Baru pada tahun 1982 komunitas medis mulai menggunakan istilah "sindrom defisiensi imun yang didapat" (AIDS) sebagai pengganti GRID, dan singkatan AIDS secara resmi digunakan pada bulan September di tahun yang sama. Perubahan ini bukan hanya pembaruan nama penyakit, tetapi juga pemikiran ulang konsep sosial.
Meskipun statistik menunjukkan bahwa MSM hanya mencakup sebagian kecil dari populasi AS, mereka tetap merupakan kelompok yang paling terdampak oleh HIV/AIDS. Menurut CDC, pria yang berhubungan seks dengan pria (LSL) menyumbang 61% dari infeksi HIV baru di Amerika Serikat pada tahun 2009. Dari hampir 780.000 orang yang hidup dengan HIV, sekitar 51% adalah LSL.
Ada beberapa alasan untuk fenomena ini, termasuk faktor perilaku dan budaya, terutama di antara pria Afrika Amerika, dan munculnya istilah "down-low" mengungkapkan identitas seksual yang menyebar luas. Kebalikan dari perilaku.

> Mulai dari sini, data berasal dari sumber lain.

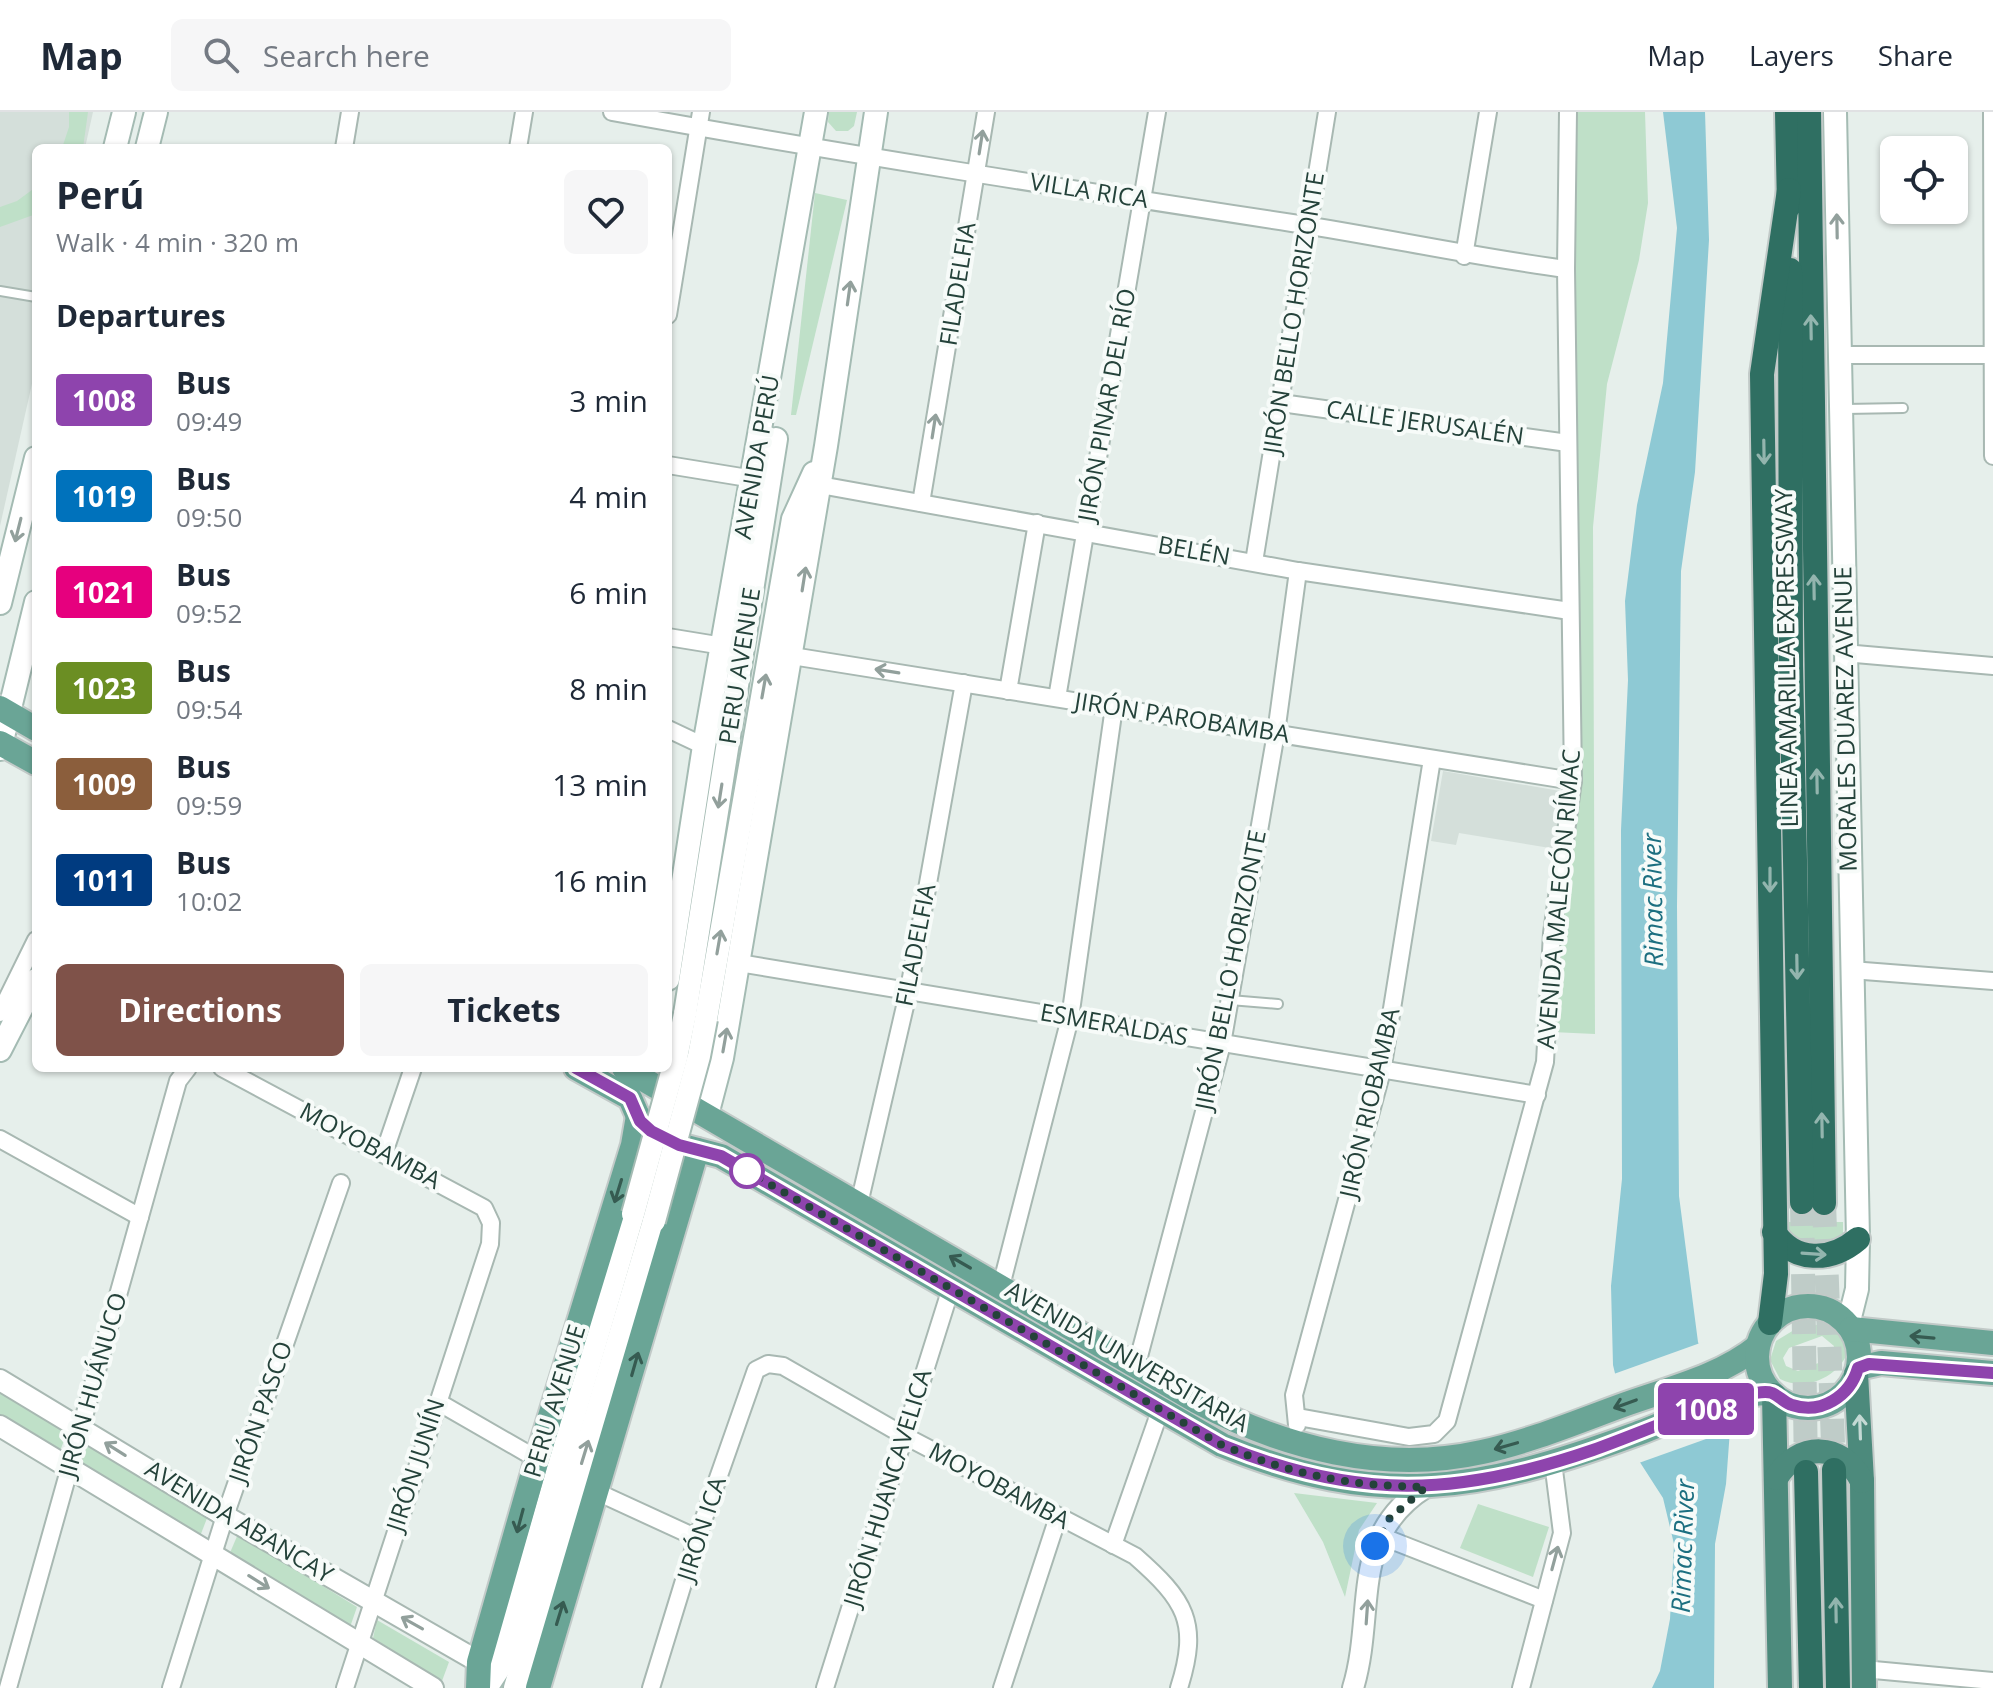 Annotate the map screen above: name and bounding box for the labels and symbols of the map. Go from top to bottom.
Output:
one-way arrow [975,129,990,155]
street label: VILLA RICA [1028,164,1152,215]
street label: JIRÓN BELLO HORIZONTE [1254,170,1331,458]
one-way arrow [1829,213,1845,240]
street label: FILADELFIA [930,219,983,348]
one-way arrow [842,281,857,307]
street label: JIRÓN PINAR DEL RÍO [1068,286,1142,526]
one-way arrow [1803,314,1819,341]
street label: AVENIDA PERÚ [725,372,786,542]
street label: CALLE JERUSALÉN [1324,391,1526,452]
one-way arrow [927,414,942,439]
one-way arrow [1756,438,1772,465]
street label: LINEA AMARILLA EXPRESSWAY [1766,488,1805,828]
one-way arrow [10,517,25,543]
street label: BELÉN [1156,527,1233,572]
street label: MORALES DUAREZ AVENUE [1825,566,1864,872]
one-way arrow [798,567,813,592]
one-way arrow [1806,574,1822,601]
street label: PERU AVENUE [710,585,767,746]
one-way arrow [875,663,900,678]
one-way arrow [757,674,772,700]
street label: JIRÓN PAROBAMBA [1071,683,1293,750]
street label: AVENIDA MALECÓN RÍMAC [1528,748,1587,1050]
one-way arrow [1809,768,1824,795]
one-way arrow [711,782,726,808]
street label: JIRÓN BELLO HORIZONTE [1186,827,1273,1115]
water label: Rimac River [1633,831,1671,967]
one-way arrow [1762,866,1778,893]
street label: FILADELFIA [886,880,943,1009]
one-way arrow [713,930,728,956]
one-way arrow [1790,953,1805,980]
street label: ESMERALDAS [1038,994,1191,1053]
street label: JIRÓN RIOBAMBA [1330,1004,1407,1203]
one-way arrow [719,1027,734,1053]
street label: MOYOBAMBA [294,1094,448,1196]
one-way arrow [1815,1112,1830,1139]
unlabelled marker [730,1154,764,1188]
one-way arrow [610,1179,625,1204]
one-way arrow [1800,1247,1827,1262]
one-way arrow [949,1254,972,1270]
street label: AVENIDA UNIVERSITARIA [1000,1272,1256,1439]
street label: JIRÓN HUÁNUCO [49,1288,134,1483]
street label: PERU AVENUE [515,1320,592,1481]
one-way arrow [1909,1329,1936,1344]
street label: JIRÓN PASCO [219,1336,299,1489]
one-way arrow [628,1352,643,1378]
street label: JIRÓN HUANCAVELICA [834,1364,939,1612]
line badge: 1008 [1650,1383,1762,1435]
street label: JIRÓN JUNÍN [377,1394,452,1537]
one-way arrow [1612,1398,1637,1413]
one-way arrow [1852,1414,1867,1441]
street label: MOYOBAMBA [923,1434,1077,1536]
one-way arrow [1493,1439,1519,1454]
one-way arrow [104,1440,127,1456]
one-way arrow [578,1440,593,1466]
street label: AVENIDA ABANCAY [140,1451,341,1590]
street label: JIRÓN ICA [668,1471,733,1587]
water label: Rimac River [1662,1477,1702,1614]
one-way arrow [511,1507,526,1533]
your location [1355,1526,1395,1566]
one-way arrow [1548,1546,1563,1572]
one-way arrow [247,1574,270,1590]
one-way arrow [1829,1597,1844,1624]
one-way arrow [1360,1599,1375,1626]
one-way arrow [554,1601,569,1626]
one-way arrow [400,1615,424,1630]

Dalam budaya ini, banyak pria kulit hitam yang mengidentifikasi diri sebagai heteroseksual sebenarnya masih mencari kontak seksual dengan pria lain tetapi enggan mengakuinya secara terbuka karena tekanan sosial.
Untuk mengatasi masalah tingginya angka infeksi HIV di kalangan LSL, komunitas medis telah mengajukan sejumlah saran, termasuk mempromosikan seks yang aman, memperkuat pendidikan publik, dan menyediakan layanan pengujian HIV di masyarakat. Menanggapi stigma sosial, UNAIDS juga menekankan perlunya menerapkan kebijakan "seks-positif" untuk meningkatkan kesetaraan gender dan mempromosikan pengembangan pendidikan kesehatan.
“Bagaimana kita dapat meningkatkan pemahaman dan dukungan kita terhadap kelompok MSM di masa mendatang untuk lebih mengurangi tingkat infeksi HIV?”
Seiring dengan meningkatnya kesadaran tentang HIV/AIDS, perubahan dalam sikap sosial akan membantu meningkatkan pemahaman dan dukungan bagi komunitas MSM. Dalam konteks ini, kita harus memikirkan bagaimana, jika ketidaktahuan dan prasangka masih ada, hal ini akan memengaruhi pemahaman generasi baru tentang HIV dan upaya pencegahan serta pengendaliannya.